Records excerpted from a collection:
● ● ● ● ●

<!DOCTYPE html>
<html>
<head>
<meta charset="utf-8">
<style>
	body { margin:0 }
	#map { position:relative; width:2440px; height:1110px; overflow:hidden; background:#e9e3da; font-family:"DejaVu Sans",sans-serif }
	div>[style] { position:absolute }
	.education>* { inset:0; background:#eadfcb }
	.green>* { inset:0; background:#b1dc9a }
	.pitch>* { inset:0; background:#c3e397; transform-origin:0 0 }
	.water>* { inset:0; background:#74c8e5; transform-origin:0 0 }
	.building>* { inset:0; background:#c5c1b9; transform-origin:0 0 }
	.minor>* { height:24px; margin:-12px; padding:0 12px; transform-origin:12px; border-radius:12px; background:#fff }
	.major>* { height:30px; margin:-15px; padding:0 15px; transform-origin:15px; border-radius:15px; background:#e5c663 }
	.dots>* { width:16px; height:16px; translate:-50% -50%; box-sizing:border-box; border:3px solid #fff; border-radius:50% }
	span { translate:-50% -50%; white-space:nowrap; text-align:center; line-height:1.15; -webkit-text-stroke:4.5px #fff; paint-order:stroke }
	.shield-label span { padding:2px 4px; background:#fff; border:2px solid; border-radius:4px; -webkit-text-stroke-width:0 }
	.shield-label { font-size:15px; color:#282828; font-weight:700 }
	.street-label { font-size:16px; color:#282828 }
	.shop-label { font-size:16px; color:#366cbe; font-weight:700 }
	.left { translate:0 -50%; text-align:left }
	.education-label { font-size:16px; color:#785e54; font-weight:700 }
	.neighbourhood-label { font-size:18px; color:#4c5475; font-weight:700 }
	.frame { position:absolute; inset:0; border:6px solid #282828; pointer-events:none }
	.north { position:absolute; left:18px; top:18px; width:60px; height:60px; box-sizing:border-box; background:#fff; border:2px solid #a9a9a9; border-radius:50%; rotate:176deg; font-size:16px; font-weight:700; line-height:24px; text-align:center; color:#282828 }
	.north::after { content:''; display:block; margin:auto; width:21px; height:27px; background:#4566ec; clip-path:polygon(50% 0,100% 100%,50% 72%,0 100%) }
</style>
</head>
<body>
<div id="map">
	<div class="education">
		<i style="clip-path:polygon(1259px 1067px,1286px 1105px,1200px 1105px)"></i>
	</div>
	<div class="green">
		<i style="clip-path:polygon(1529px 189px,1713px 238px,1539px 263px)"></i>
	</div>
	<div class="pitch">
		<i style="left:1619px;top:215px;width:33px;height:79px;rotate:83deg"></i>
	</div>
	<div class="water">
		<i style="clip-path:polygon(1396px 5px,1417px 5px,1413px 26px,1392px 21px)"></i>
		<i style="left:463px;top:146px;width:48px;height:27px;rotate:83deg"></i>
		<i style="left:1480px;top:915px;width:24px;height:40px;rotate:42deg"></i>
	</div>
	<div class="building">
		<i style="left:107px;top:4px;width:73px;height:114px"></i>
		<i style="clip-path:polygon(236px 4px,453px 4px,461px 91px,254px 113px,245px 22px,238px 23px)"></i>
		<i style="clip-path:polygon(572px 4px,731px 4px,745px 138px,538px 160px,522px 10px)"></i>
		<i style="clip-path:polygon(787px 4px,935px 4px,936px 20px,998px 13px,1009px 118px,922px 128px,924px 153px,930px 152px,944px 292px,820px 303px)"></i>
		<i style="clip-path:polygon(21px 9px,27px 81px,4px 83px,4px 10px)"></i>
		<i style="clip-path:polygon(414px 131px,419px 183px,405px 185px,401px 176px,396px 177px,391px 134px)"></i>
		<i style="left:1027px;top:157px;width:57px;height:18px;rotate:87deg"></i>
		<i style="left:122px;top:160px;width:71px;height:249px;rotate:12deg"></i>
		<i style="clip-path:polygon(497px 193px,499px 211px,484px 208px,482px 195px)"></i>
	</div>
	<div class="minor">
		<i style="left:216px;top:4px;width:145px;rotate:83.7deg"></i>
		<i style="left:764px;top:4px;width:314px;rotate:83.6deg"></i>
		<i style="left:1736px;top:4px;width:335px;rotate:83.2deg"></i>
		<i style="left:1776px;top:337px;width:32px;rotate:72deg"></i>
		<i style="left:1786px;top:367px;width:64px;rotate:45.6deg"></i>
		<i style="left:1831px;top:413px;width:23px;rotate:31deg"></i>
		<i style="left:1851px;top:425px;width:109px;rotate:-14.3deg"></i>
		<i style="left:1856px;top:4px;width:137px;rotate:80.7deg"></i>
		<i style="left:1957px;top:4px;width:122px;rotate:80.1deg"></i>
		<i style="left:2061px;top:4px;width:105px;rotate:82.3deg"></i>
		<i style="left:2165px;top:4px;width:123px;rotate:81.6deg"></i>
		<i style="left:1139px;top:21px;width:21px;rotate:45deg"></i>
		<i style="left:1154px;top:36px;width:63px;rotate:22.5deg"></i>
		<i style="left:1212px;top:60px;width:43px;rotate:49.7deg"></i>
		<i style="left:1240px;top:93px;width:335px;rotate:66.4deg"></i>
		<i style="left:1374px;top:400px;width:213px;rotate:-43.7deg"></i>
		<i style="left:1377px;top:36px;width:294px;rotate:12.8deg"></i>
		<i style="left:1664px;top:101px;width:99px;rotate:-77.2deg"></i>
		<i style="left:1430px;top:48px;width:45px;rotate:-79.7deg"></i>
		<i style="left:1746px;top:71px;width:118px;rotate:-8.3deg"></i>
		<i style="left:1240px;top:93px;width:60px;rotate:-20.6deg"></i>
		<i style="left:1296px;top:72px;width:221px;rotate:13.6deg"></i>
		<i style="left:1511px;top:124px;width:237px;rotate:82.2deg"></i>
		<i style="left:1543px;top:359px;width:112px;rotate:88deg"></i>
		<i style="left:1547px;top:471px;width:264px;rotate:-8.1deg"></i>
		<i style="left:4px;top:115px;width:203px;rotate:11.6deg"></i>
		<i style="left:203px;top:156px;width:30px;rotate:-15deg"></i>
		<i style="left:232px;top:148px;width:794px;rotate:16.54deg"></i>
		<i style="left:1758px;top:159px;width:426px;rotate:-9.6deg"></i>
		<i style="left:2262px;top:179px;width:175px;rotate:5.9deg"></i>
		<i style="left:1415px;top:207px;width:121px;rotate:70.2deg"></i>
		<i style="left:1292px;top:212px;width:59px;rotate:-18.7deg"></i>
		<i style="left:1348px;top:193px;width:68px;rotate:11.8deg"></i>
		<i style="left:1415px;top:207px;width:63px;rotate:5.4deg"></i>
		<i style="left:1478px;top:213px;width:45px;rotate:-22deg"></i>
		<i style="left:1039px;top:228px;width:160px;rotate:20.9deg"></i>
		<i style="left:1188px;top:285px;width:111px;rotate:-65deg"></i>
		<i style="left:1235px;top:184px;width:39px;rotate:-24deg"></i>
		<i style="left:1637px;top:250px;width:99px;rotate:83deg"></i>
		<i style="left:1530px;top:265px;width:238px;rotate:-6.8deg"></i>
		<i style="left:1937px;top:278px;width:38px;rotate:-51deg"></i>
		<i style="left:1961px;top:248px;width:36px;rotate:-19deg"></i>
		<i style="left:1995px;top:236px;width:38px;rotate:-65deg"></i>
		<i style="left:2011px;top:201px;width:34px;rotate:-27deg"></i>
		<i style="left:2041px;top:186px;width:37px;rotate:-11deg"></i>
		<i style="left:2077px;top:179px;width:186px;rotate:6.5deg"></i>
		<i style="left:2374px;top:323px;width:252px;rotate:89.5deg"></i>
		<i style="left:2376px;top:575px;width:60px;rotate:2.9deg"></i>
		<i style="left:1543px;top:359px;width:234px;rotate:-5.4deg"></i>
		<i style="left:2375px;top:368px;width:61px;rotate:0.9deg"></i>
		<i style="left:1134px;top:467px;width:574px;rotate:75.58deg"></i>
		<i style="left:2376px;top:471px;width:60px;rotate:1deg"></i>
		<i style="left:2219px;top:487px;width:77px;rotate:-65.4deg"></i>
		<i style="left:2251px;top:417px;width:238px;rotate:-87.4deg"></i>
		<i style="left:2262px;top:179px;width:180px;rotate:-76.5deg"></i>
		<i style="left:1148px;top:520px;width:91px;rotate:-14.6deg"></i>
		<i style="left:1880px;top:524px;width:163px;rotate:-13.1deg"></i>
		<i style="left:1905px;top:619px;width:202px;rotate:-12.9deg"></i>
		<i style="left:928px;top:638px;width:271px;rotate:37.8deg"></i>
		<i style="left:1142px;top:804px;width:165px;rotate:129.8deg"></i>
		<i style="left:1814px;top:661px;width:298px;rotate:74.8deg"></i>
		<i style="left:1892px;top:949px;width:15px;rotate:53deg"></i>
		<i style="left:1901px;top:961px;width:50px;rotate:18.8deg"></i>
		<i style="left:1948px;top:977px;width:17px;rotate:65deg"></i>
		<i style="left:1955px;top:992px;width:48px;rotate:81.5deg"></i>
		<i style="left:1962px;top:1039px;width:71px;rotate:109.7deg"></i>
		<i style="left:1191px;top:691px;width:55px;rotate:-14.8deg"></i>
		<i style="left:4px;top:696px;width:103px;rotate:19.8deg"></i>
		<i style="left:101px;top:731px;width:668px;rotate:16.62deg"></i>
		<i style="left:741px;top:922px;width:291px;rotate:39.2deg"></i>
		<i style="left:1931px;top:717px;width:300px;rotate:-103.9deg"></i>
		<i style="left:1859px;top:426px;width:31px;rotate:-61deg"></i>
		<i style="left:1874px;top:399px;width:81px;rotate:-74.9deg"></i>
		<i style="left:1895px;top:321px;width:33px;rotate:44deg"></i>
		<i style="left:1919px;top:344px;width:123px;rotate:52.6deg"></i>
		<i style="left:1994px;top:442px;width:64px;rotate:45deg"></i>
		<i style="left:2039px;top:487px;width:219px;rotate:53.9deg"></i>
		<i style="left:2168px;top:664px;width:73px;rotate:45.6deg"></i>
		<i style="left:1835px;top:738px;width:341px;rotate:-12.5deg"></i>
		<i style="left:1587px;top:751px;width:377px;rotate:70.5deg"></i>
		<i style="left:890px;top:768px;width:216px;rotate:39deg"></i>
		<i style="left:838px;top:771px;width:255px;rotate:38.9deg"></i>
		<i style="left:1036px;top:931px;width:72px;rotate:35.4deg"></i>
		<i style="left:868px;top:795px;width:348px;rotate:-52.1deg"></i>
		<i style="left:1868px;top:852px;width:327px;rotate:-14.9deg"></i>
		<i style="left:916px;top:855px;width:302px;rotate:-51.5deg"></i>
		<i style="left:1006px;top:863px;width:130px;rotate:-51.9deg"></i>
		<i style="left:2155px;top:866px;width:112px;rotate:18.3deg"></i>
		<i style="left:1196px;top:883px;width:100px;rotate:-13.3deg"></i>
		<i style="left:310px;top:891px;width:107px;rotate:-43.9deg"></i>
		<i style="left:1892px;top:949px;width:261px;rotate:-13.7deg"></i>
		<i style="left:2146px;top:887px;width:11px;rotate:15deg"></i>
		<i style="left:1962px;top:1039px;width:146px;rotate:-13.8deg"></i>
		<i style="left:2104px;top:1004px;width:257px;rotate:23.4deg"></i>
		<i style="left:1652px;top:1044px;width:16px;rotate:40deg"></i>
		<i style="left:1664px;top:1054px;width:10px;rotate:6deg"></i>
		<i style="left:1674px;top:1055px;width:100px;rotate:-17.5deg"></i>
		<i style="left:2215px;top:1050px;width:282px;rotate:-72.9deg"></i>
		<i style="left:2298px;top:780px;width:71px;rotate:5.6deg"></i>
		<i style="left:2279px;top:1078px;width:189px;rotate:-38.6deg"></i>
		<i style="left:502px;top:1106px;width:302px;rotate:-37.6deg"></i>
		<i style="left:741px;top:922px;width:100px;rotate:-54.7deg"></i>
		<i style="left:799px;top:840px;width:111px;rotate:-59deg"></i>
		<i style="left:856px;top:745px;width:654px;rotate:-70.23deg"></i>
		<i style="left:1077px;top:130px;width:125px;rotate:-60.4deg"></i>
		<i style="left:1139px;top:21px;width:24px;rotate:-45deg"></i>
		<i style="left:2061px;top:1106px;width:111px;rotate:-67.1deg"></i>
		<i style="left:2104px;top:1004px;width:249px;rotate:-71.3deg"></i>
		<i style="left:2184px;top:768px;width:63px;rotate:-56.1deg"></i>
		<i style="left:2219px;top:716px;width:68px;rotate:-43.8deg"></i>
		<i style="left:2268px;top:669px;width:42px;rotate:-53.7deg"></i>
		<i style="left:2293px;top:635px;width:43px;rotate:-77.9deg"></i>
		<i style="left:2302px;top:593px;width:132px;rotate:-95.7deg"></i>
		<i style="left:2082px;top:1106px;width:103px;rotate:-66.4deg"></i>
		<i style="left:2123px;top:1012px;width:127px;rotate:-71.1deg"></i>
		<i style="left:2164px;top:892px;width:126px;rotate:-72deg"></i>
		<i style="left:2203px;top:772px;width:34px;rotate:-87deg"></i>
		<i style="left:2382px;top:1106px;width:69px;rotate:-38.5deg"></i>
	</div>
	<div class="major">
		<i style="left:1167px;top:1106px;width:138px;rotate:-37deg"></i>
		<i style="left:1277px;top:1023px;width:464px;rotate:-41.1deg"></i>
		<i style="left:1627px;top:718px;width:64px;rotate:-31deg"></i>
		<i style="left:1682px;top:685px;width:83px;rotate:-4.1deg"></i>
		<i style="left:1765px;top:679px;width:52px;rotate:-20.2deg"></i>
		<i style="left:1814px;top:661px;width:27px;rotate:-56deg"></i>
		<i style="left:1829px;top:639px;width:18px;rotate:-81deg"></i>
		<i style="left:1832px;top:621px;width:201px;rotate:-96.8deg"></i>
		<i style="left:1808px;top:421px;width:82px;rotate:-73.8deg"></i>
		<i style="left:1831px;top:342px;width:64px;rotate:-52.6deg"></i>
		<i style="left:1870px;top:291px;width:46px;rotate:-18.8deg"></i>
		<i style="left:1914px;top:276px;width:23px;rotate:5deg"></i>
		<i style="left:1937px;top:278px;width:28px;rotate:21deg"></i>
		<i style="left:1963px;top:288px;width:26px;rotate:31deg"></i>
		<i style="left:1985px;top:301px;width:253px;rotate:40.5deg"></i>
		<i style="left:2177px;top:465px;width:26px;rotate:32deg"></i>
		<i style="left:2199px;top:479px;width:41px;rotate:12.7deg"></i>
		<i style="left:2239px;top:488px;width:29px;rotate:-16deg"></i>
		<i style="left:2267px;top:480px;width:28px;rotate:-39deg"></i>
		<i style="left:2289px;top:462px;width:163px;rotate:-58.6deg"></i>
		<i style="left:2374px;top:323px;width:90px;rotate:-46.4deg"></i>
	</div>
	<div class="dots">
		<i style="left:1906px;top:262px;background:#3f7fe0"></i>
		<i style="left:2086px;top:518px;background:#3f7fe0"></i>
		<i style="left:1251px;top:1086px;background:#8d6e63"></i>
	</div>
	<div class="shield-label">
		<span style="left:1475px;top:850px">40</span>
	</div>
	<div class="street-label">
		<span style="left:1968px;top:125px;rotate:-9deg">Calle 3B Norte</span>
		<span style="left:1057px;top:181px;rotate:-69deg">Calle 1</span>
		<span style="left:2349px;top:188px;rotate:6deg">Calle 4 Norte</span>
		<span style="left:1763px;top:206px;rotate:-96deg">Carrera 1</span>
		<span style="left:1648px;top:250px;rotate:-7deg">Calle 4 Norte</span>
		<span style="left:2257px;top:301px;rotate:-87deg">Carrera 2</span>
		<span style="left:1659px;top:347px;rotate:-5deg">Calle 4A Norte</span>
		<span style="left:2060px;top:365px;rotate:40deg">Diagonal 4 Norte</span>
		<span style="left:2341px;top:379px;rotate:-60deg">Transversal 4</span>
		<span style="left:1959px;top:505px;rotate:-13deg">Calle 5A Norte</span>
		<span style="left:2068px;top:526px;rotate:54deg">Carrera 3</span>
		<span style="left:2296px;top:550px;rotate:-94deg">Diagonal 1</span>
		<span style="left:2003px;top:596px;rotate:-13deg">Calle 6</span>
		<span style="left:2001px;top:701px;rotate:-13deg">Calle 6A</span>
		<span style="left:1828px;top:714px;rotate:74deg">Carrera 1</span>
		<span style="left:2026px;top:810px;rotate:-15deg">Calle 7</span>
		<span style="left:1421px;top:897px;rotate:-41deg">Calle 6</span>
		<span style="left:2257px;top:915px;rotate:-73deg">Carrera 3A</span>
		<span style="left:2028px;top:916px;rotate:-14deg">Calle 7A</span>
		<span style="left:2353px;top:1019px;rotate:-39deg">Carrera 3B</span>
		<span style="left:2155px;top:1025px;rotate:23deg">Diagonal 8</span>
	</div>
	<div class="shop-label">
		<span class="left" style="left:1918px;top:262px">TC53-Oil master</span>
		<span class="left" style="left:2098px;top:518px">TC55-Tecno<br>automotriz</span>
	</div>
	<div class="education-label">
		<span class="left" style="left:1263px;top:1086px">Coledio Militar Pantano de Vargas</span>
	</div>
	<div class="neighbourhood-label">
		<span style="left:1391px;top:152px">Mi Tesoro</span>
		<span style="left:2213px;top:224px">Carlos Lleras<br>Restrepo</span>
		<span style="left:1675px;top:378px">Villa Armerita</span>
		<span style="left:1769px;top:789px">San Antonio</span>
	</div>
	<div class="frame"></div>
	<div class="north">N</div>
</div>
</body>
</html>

● ● ● ● ●

_PROBLEM REQUIREMENTS:_ Wherever the word "webkit" appears in the data, return the whole line.

_SOLVED PROBLEM:_
	span { translate:-50% -50%; white-space:nowrap; text-align:center; line-height:1.15; -webkit-text-stroke:4.5px #fff; paint-order:stroke }
	.shield-label span { padding:2px 4px; background:#fff; border:2px solid; border-radius:4px; -webkit-text-stroke-width:0 }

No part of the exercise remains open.